Weak lensing constraints on the stellar-to-halo mass relation of galaxy groups with simulation-informed scatter

TL;DR

This study uses weak lensing data to refine the stellar-to-halo mass relation for galaxy groups, incorporating simulation-based scatter models to improve the accuracy of the relation and better understand galaxy formation.

Contribution

It introduces a simulation-informed scatter model into the halo model framework, enhancing the constraints on the stellar-to-halo mass relation from weak lensing data.

Findings

Agreement with simulations for halos >10^{13.5} M_sun

Inclusion of scatter models tightens relation constraints

Miscentring effects are significant but not fully constrained

Abstract

Understanding the scaling relation between baryonic observables and dark matter halo properties is crucial not only for studying galaxy formation and evolution, but also for deriving accurate cosmological constraints from galaxy surveys.
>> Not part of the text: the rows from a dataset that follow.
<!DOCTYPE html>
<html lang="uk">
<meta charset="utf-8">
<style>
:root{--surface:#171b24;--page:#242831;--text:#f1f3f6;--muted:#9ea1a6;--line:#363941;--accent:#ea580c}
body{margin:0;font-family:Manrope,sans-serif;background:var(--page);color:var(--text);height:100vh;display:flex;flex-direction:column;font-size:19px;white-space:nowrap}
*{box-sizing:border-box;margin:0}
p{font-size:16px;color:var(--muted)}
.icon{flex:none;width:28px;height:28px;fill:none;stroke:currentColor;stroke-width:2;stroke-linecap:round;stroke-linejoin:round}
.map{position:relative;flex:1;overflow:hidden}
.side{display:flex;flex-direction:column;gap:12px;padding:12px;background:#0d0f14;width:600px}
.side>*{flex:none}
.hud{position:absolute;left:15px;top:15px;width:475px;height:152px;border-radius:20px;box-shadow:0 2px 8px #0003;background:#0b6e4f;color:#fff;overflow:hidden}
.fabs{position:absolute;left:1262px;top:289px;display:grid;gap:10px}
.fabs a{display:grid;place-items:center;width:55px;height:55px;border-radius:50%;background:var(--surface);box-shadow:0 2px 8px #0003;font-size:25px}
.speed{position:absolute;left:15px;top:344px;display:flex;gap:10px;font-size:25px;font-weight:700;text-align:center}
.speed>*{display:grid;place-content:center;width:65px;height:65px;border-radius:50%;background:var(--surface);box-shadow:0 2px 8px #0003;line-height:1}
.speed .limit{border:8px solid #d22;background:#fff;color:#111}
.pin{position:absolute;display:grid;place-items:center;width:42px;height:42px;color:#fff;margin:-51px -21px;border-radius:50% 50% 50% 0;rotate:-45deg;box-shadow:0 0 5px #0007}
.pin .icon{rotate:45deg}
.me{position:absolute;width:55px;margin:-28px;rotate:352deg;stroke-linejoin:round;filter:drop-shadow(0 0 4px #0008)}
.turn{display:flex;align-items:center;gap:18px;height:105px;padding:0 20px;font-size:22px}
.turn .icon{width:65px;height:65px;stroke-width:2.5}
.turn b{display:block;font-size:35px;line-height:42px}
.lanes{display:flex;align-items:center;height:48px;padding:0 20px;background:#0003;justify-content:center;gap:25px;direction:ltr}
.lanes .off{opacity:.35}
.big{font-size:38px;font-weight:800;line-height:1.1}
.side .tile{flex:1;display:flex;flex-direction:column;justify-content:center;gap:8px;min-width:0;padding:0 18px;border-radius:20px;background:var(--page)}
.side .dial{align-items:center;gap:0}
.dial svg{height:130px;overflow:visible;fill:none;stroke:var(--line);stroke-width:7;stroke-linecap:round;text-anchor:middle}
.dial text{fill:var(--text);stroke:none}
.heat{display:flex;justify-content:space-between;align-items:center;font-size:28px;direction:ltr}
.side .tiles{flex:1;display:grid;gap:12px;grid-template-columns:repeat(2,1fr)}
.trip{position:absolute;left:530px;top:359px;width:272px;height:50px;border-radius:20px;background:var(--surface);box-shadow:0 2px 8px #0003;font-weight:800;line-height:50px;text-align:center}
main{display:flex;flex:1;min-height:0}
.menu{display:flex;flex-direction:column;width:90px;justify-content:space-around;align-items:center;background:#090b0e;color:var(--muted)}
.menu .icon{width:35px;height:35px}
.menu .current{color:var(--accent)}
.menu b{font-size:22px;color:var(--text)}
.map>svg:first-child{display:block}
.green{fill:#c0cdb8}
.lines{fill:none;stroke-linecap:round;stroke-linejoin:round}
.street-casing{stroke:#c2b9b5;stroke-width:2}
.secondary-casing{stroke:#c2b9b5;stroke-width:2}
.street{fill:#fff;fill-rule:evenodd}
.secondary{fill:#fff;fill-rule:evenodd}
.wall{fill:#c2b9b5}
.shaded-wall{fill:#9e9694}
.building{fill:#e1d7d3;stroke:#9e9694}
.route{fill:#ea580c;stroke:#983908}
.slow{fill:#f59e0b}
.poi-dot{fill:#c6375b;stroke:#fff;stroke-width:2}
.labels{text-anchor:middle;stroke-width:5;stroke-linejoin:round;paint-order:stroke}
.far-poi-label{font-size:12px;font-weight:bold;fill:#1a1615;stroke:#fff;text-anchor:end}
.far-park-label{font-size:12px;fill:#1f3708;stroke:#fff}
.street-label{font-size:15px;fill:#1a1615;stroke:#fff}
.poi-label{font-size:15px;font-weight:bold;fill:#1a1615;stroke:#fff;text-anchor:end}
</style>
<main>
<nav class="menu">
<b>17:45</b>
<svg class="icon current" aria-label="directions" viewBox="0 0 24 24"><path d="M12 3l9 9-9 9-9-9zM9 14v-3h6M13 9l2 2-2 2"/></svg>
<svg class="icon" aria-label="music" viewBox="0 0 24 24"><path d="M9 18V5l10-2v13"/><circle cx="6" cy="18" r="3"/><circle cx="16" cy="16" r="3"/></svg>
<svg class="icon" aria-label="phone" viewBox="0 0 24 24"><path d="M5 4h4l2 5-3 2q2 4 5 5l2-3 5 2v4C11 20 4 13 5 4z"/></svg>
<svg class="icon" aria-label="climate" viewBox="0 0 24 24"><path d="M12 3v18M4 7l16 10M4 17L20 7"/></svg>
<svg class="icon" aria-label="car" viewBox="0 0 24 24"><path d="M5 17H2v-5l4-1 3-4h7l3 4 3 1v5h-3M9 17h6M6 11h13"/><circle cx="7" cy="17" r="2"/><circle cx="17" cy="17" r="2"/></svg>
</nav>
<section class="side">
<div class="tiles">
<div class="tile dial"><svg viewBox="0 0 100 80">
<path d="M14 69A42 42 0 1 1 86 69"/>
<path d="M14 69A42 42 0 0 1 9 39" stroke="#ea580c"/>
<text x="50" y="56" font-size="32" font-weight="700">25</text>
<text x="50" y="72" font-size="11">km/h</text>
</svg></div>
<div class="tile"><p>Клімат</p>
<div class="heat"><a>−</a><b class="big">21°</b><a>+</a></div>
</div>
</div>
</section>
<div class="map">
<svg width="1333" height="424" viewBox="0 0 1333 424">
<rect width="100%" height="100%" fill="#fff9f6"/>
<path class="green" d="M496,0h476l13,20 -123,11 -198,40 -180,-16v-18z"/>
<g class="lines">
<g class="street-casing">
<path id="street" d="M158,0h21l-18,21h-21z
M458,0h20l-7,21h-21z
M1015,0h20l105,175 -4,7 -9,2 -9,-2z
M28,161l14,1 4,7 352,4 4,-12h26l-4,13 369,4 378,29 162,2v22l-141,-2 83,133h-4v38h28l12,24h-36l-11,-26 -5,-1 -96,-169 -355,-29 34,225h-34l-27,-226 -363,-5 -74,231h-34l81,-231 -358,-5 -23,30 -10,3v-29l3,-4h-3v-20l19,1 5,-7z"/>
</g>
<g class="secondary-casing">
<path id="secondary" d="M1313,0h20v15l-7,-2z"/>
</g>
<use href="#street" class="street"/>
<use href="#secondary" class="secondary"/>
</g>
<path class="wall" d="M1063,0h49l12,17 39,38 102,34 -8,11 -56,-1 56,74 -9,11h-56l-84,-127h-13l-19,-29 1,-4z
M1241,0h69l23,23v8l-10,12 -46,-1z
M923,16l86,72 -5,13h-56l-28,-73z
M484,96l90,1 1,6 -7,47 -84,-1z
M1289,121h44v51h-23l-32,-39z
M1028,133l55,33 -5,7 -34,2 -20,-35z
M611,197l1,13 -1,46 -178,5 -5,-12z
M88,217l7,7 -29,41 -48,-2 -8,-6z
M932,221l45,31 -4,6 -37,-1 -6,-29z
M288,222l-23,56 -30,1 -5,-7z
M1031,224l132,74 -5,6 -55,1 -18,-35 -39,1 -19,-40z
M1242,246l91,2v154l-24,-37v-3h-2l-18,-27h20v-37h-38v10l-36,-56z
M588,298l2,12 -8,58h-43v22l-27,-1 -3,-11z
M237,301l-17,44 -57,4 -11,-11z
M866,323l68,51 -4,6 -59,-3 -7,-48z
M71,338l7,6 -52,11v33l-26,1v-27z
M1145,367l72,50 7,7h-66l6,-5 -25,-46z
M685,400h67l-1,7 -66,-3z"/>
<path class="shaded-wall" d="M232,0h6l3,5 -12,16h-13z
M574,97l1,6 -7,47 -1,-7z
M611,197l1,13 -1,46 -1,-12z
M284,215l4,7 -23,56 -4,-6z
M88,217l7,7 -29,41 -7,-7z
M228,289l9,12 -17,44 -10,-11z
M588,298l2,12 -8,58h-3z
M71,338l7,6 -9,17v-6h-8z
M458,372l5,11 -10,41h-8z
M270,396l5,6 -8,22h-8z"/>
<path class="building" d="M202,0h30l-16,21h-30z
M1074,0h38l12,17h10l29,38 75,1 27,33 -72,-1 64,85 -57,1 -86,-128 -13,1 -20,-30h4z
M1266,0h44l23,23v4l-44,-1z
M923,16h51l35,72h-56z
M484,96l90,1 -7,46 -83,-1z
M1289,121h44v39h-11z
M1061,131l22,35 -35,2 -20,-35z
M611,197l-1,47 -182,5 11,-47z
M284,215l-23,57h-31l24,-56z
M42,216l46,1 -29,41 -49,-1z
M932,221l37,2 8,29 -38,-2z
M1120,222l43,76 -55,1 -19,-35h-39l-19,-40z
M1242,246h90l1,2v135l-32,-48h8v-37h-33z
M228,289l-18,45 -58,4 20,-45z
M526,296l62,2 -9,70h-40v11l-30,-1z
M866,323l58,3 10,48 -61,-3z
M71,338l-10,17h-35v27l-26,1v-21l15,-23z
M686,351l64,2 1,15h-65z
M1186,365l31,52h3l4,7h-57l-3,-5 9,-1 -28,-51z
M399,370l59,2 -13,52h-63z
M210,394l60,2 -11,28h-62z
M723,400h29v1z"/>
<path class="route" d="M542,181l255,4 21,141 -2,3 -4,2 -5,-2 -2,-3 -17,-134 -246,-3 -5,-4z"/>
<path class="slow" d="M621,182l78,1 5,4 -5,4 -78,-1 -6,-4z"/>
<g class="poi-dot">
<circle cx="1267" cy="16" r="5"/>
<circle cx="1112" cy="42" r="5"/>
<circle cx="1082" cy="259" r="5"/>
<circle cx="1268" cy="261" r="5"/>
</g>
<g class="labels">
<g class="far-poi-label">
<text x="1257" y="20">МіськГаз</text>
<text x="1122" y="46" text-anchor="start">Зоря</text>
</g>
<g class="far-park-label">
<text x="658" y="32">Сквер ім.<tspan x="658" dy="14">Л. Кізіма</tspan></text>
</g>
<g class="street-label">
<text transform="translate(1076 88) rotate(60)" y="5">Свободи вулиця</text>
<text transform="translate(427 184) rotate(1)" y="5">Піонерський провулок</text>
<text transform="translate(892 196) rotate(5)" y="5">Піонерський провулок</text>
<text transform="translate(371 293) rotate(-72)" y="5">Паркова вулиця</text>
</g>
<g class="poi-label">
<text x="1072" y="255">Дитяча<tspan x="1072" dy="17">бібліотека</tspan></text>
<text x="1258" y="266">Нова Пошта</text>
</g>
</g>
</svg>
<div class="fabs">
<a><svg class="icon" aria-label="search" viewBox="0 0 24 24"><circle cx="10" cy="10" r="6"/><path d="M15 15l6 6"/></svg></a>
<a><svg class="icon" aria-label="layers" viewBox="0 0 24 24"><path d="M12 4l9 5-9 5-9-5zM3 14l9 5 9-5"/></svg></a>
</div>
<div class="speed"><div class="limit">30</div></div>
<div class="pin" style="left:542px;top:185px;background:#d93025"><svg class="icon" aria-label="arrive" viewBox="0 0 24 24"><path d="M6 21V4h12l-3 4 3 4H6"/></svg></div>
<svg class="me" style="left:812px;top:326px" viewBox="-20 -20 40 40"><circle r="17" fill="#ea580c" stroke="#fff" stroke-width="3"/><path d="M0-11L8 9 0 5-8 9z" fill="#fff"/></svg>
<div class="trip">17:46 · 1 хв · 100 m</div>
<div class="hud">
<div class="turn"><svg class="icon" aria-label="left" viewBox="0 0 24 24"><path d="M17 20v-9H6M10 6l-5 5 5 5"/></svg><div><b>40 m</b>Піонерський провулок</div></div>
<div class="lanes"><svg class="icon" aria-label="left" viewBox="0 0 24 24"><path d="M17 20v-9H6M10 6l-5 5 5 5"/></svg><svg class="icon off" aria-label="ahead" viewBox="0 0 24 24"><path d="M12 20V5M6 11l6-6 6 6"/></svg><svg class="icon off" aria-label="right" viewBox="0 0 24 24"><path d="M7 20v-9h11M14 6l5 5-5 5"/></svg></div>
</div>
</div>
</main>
In this paper, we constrain the stellar-to-halo mass relation of galaxy groups identified by the Galaxy and Mass Assembly survey, using weak lensing signals measured by the Kilo-Degree Survey. We compare our measured scaling relation with predictions from the FLAMINGO hydrodynamical simulations and the L-Galaxies semi-analytical model. We find a general agreement between our measurements and simulation predictions for halos with masses ${\gtrsim}10^{13.5}\ h_{70}^{-1}{\rm M}_{\odot}$, but observe slight discrepancies with the FLAMINGO simulations at lower halo masses. We explore improvements to the current halo model framework by incorporating simulation-informed scatter in the group stellar mass distribution as a function of halo mass. We find that including a simulation-informed scatter model tightens the constraints on scaling relations, despite the current data statistics being insufficient to directly constrain the variable scatter. We also test the robustness of our results against different statistical models of miscentring effects from selected central galaxies. We find that accounting for miscentring is essential, but our current measurements do not distinguish among different miscentring models.